Within the listing below, how many lines hold the string "Keputih"? Only the number is wanted.
════════════════
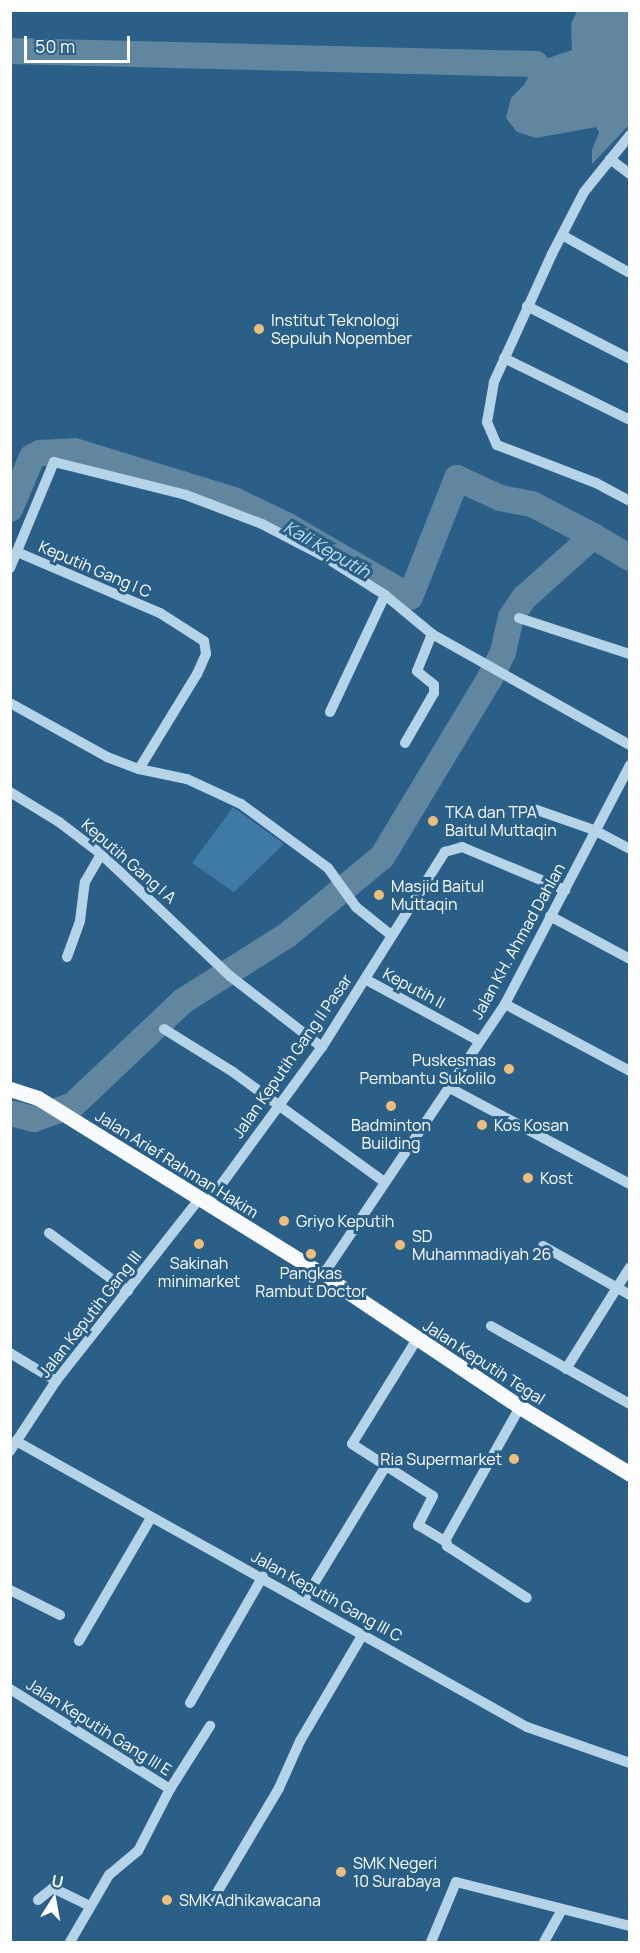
<!DOCTYPE html>
<html>
<head>
<meta charset="utf-8">
<style>
	body { margin:0 }
	#map { position:relative; width:640px; height:1953px; overflow:hidden; background:#2a6087; font-family:Manrope,sans-serif }
	div>[style] { position:absolute }
	.green>* { inset:0; background:#3e7aa3 }
	.water>* { inset:0; background:#6186a0 }
	.river>* { height:26px; margin:-13px; padding:0 13px; transform-origin:13px; border-radius:13px; background:#6186a0 }
	.minor>* { height:10px; margin:-5px; padding:0 5px; transform-origin:5px; border-radius:5px; background:#b6d4e8 }
	.major>* { height:15px; margin:-7.5px; padding:0 7.5px; transform-origin:7.5px; border-radius:7.5px; background:#f8fbfe }
	.dots>* { width:16px; height:16px; translate:-50% -50%; box-sizing:border-box; border:3px solid #2a6087; border-radius:50% }
	span { translate:-50% -50%; white-space:nowrap; text-align:center; line-height:1.15; -webkit-text-stroke:6px #2a6087; paint-order:stroke }
	.poi-label { font-size:16px; color:#fff }
	.left { translate:0 -50%; text-align:left }
	.right { translate:-100% -50%; text-align:right }
	.street-label { font-size:16px; color:#fff }
	.water-label { font-size:18px; color:#c2ddef; font-style:italic }
	.frame { position:absolute; inset:0; border:12px solid #fff; pointer-events:none }
	.north { position:absolute; left:24px; top:1869px; width:60px; height:60px; -webkit-text-stroke:4px #2a6087; paint-order:stroke; rotate:11deg; font-size:16px; font-weight:700; line-height:24px; text-align:center; color:#fff }
	.north::after { content:''; display:block; margin:auto; width:21px; height:27px; background:#fff; clip-path:polygon(50% 0,100% 100%,50% 72%,0 100%) }
	.scale { position:absolute; left:24px; top:36px; width:106px; height:27px; box-sizing:border-box; border:3px solid #fff; border-top:0; padding-left:8px; font-size:18px; line-height:21px; white-space:nowrap; color:#fff; -webkit-text-stroke:4px #2a6087; paint-order:stroke }
</style>
</head>
<body>
<div id="map">
	<div class="green">
		<i style="clip-path:polygon(233px 807px,284px 844px,234px 892px,192px 863px)"></i>
	</div>
	<div class="water">
		<i style="clip-path:polygon(577px 11px,629px 11px,629px 125px,592px 164px,592px 150px,599px 132px,596px 127px,536px 138px,517px 132px,506px 118px,511px 98px,524px 85px,537px 62px,572px 50px,571px 24px)"></i>
	</div>
	<div class="river">
		<i style="left:10px;top:51px;width:526px;rotate:1.42deg"></i>
		<i style="left:10px;top:509px;width:56px;rotate:-67.1deg"></i>
		<i style="left:32px;top:457px;width:9px;rotate:-27deg"></i>
		<i style="left:40px;top:453px;width:34px;rotate:-3deg"></i>
		<i style="left:74px;top:451px;width:167px;rotate:17deg"></i>
		<i style="left:234px;top:500px;width:58px;rotate:25.7deg"></i>
		<i style="left:286px;top:525px;width:143px;rotate:30.1deg"></i>
		<i style="left:410px;top:597px;width:128px;rotate:-68.4deg"></i>
		<i style="left:457px;top:478px;width:47px;rotate:24.9deg"></i>
		<i style="left:500px;top:498px;width:33px;rotate:11deg"></i>
		<i style="left:532px;top:504px;width:69px;rotate:27.7deg"></i>
		<i style="left:10px;top:1113px;width:25px;rotate:14deg"></i>
		<i style="left:34px;top:1119px;width:41px;rotate:-19.7deg"></i>
		<i style="left:73px;top:1105px;width:151px;rotate:-43.4deg"></i>
		<i style="left:183px;top:1001px;width:122px;rotate:-32.3deg"></i>
		<i style="left:286px;top:936px;width:124px;rotate:-39.5deg"></i>
		<i style="left:382px;top:857px;width:209px;rotate:-58.9deg"></i>
		<i style="left:490px;top:678px;width:29px;rotate:-63deg"></i>
		<i style="left:503px;top:652px;width:36px;rotate:-77deg"></i>
		<i style="left:511px;top:617px;width:23px;rotate:-56deg"></i>
		<i style="left:524px;top:598px;width:93px;rotate:-41.9deg"></i>
		<i style="left:593px;top:536px;width:43px;rotate:30.7deg"></i>
	</div>
	<div class="minor">
		<i style="left:630px;top:135px;width:73px;rotate:128.9deg"></i>
		<i style="left:584px;top:192px;width:70px;rotate:117.3deg"></i>
		<i style="left:552px;top:254px;width:141px;rotate:114.4deg"></i>
		<i style="left:494px;top:382px;width:41px;rotate:99.9deg"></i>
		<i style="left:487px;top:422px;width:25px;rotate:67deg"></i>
		<i style="left:497px;top:445px;width:106px;rotate:21deg"></i>
		<i style="left:596px;top:483px;width:38px;rotate:28deg"></i>
		<i style="left:610px;top:159px;width:25px;rotate:37deg"></i>
		<i style="left:562px;top:235px;width:78px;rotate:29.2deg"></i>
		<i style="left:527px;top:306px;width:116px;rotate:27.2deg"></i>
		<i style="left:504px;top:358px;width:140px;rotate:26.2deg"></i>
		<i style="left:17px;top:552px;width:155px;rotate:23.1deg"></i>
		<i style="left:160px;top:613px;width:52px;rotate:32.5deg"></i>
		<i style="left:204px;top:641px;width:13px;rotate:81deg"></i>
		<i style="left:206px;top:654px;width:22px;rotate:114deg"></i>
		<i style="left:197px;top:674px;width:111px;rotate:121.4deg"></i>
		<i style="left:10px;top:568px;width:115px;rotate:-67.5deg"></i>
		<i style="left:54px;top:462px;width:136px;rotate:14deg"></i>
		<i style="left:186px;top:495px;width:81px;rotate:20.9deg"></i>
		<i style="left:262px;top:524px;width:71px;rotate:27.6deg"></i>
		<i style="left:325px;top:557px;width:71px;rotate:32.3deg"></i>
		<i style="left:385px;top:595px;width:61px;rotate:39.7deg"></i>
		<i style="left:432px;top:634px;width:227px;rotate:29.3deg"></i>
		<i style="left:519px;top:618px;width:117px;rotate:18deg"></i>
		<i style="left:10px;top:703px;width:111px;rotate:29.1deg"></i>
		<i style="left:107px;top:757px;width:34px;rotate:21deg"></i>
		<i style="left:139px;top:769px;width:49px;rotate:11.8deg"></i>
		<i style="left:187px;top:779px;width:60px;rotate:24.8deg"></i>
		<i style="left:241px;top:804px;width:108px;rotate:36.3deg"></i>
		<i style="left:328px;top:868px;width:48px;rotate:54.3deg"></i>
		<i style="left:356px;top:907px;width:45px;rotate:38.7deg"></i>
		<i style="left:330px;top:712px;width:129px;rotate:-64.8deg"></i>
		<i style="left:405px;top:743px;width:58px;rotate:-59.9deg"></i>
		<i style="left:434px;top:693px;width:8px;rotate:-90deg"></i>
		<i style="left:434px;top:685px;width:22px;rotate:-141deg"></i>
		<i style="left:417px;top:671px;width:40px;rotate:-68deg"></i>
		<i style="left:10px;top:792px;width:57px;rotate:31.5deg"></i>
		<i style="left:59px;top:822px;width:53px;rotate:37.3deg"></i>
		<i style="left:101px;top:854px;width:178px;rotate:43.4deg"></i>
		<i style="left:230px;top:976px;width:116px;rotate:37.7deg"></i>
		<i style="left:534px;top:809px;width:64px;rotate:19.3deg"></i>
		<i style="left:594px;top:830px;width:41px;rotate:27.8deg"></i>
		<i style="left:550px;top:916px;width:91px;rotate:28.3deg"></i>
		<i style="left:67px;top:957px;width:38px;rotate:-70deg"></i>
		<i style="left:80px;top:921px;width:39px;rotate:-83deg"></i>
		<i style="left:85px;top:882px;width:32px;rotate:-60deg"></i>
		<i style="left:365px;top:979px;width:130px;rotate:28.5deg"></i>
		<i style="left:505px;top:1004px;width:142px;rotate:28.2deg"></i>
		<i style="left:164px;top:1029px;width:81px;rotate:31.9deg"></i>
		<i style="left:233px;top:1072px;width:185px;rotate:36deg"></i>
		<i style="left:448px;top:1087px;width:206px;rotate:28.1deg"></i>
		<i style="left:207px;top:1204px;width:195px;rotate:-53.8deg"></i>
		<i style="left:322px;top:1047px;width:231px;rotate:-57.8deg"></i>
		<i style="left:445px;top:852px;width:18px;rotate:-16deg"></i>
		<i style="left:462px;top:847px;width:112px;rotate:22.7deg"></i>
		<i style="left:49px;top:1233px;width:98px;rotate:36.3deg"></i>
		<i style="left:543px;top:1246px;width:100px;rotate:29.4deg"></i>
		<i style="left:323px;top:1275px;width:326px;rotate:-56.1deg"></i>
		<i style="left:505px;top:1004px;width:270px;rotate:-62.4deg"></i>
		<i style="left:491px;top:1326px;width:159px;rotate:29.3deg"></i>
		<i style="left:417px;top:1339px;width:123px;rotate:121.8deg"></i>
		<i style="left:352px;top:1444px;width:96px;rotate:32.7deg"></i>
		<i style="left:433px;top:1496px;width:33px;rotate:117deg"></i>
		<i style="left:418px;top:1525px;width:33px;rotate:31deg"></i>
		<i style="left:10px;top:1353px;width:54px;rotate:31.3deg"></i>
		<i style="left:566px;top:1369px;width:120px;rotate:-57.9deg"></i>
		<i style="left:520px;top:1407px;width:151px;rotate:119.3deg"></i>
		<i style="left:446px;top:1539px;width:7px;rotate:82deg"></i>
		<i style="left:447px;top:1546px;width:95px;rotate:33deg"></i>
		<i style="left:16px;top:1441px;width:586px;rotate:29.24deg"></i>
		<i style="left:527px;top:1727px;width:109px;rotate:19.3deg"></i>
		<i style="left:10px;top:1451px;width:84px;rotate:-56.7deg"></i>
		<i style="left:56px;top:1381px;width:231px;rotate:-51.8deg"></i>
		<i style="left:10px;top:1590px;width:56px;rotate:26.6deg"></i>
		<i style="left:304px;top:1600px;width:159px;rotate:-58.6deg"></i>
		<i style="left:79px;top:1641px;width:143px;rotate:-59.7deg"></i>
		<i style="left:10px;top:1689px;width:189px;rotate:32deg"></i>
		<i style="left:170px;top:1789px;width:75px;rotate:-57.6deg"></i>
		<i style="left:190px;top:1703px;width:146px;rotate:-60.1deg"></i>
		<i style="left:38px;top:1900px;width:19px;rotate:-39deg"></i>
		<i style="left:53px;top:1888px;width:41px;rotate:25.9deg"></i>
		<i style="left:212px;top:1901px;width:131px;rotate:-59.3deg"></i>
		<i style="left:279px;top:1788px;width:51px;rotate:-65.9deg"></i>
		<i style="left:300px;top:1741px;width:124px;rotate:-59.5deg"></i>
		<i style="left:70px;top:1942px;width:78px;rotate:-59.8deg"></i>
		<i style="left:109px;top:1875px;width:38px;rotate:-40deg"></i>
		<i style="left:138px;top:1851px;width:70px;rotate:-62.7deg"></i>
		<i style="left:431px;top:1942px;width:65px;rotate:-67.4deg"></i>
		<i style="left:456px;top:1882px;width:179px;rotate:14.2deg"></i>
		<i style="left:544px;top:1942px;width:37px;rotate:-61deg"></i>
	</div>
	<div class="major">
		<i style="left:10px;top:1089px;width:29px;rotate:18deg"></i>
		<i style="left:38px;top:1098px;width:335px;rotate:31.8deg"></i>
		<i style="left:323px;top:1275px;width:237px;rotate:33.8deg"></i>
		<i style="left:520px;top:1407px;width:129px;rotate:31.3deg"></i>
	</div>
	<div class="dots">
		<i style="left:259px;top:329px;background:#efbe7d"></i>
		<i style="left:433px;top:821px;background:#efbe7d"></i>
		<i style="left:379px;top:895px;background:#efbe7d"></i>
		<i style="left:509px;top:1069px;background:#efbe7d"></i>
		<i style="left:391px;top:1106px;background:#efbe7d"></i>
		<i style="left:482px;top:1125px;background:#efbe7d"></i>
		<i style="left:528px;top:1178px;background:#efbe7d"></i>
		<i style="left:284px;top:1221px;background:#efbe7d"></i>
		<i style="left:199px;top:1244px;background:#efbe7d"></i>
		<i style="left:400px;top:1245px;background:#efbe7d"></i>
		<i style="left:311px;top:1254px;background:#efbe7d"></i>
		<i style="left:514px;top:1459px;background:#efbe7d"></i>
		<i style="left:341px;top:1872px;background:#efbe7d"></i>
		<i style="left:167px;top:1900px;background:#efbe7d"></i>
	</div>
	<div class="poi-label">
		<span class="left" style="left:271px;top:329px">Institut Teknologi<br>Sepuluh Nopember</span>
		<span class="left" style="left:445px;top:821px">TKA dan TPA<br>Baitul Muttaqin</span>
		<span class="left" style="left:391px;top:895px">Masjid Baitul<br>Muttaqin</span>
		<span class="right" style="left:496px;top:1069px">Puskesmas<br>Pembantu Sukolilo</span>
		<span style="left:391px;top:1134px">Badminton<br>Building</span>
		<span class="left" style="left:494px;top:1125px">Kos Kosan</span>
		<span class="left" style="left:540px;top:1178px">Kost</span>
		<span class="left" style="left:296px;top:1221px">Griyo Keputih</span>
		<span class="left" style="left:412px;top:1245px">SD<br>Muhammadiyah 26</span>
		<span style="left:199px;top:1272px">Sakinah<br>minimarket</span>
		<span style="left:311px;top:1282px">Pangkas<br>Rambut Doctor</span>
		<span class="right" style="left:502px;top:1459px">Ria Supermarket</span>
		<span class="left" style="left:353px;top:1872px">SMK Negeri<br>10 Surabaya</span>
		<span class="left" style="left:179px;top:1900px">SMK Adhikawacana</span>
	</div>
	<div class="street-label">
		<span style="left:95px;top:569px;rotate:23deg">Keputih Gang I C</span>
		<span style="left:129px;top:861px;rotate:41deg">Keputih Gang I A</span>
		<span style="left:518px;top:941px;rotate:-61deg">Jalan KH. Ahmad Dahlan</span>
		<span style="left:414px;top:988px;rotate:28deg">Keputih II</span>
		<span style="left:292px;top:1056px;rotate:-55deg">Jalan Keputih Gang II Pasar</span>
		<span style="left:177px;top:1164px;rotate:32deg">Jalan Arief Rahman Hakim</span>
		<span style="left:90px;top:1314px;rotate:-52deg">Jalan Keputih Gang III</span>
		<span style="left:484px;top:1362px;rotate:33deg">Jalan Keputih Tegal</span>
		<span style="left:327px;top:1596px;rotate:29deg">Jalan Keputih Gang III C</span>
		<span style="left:99px;top:1727px;rotate:32deg">Jalan Keputih Gang III E</span>
	</div>
	<div class="water-label">
		<span style="left:327px;top:549px;rotate:30deg">Kali Keputih</span>
	</div>
	<div class="frame"></div>
	<div class="north">U</div>
	<div class="scale">50 m</div>
</div>
</body>
</html>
════════════════
## Solution to this problem
10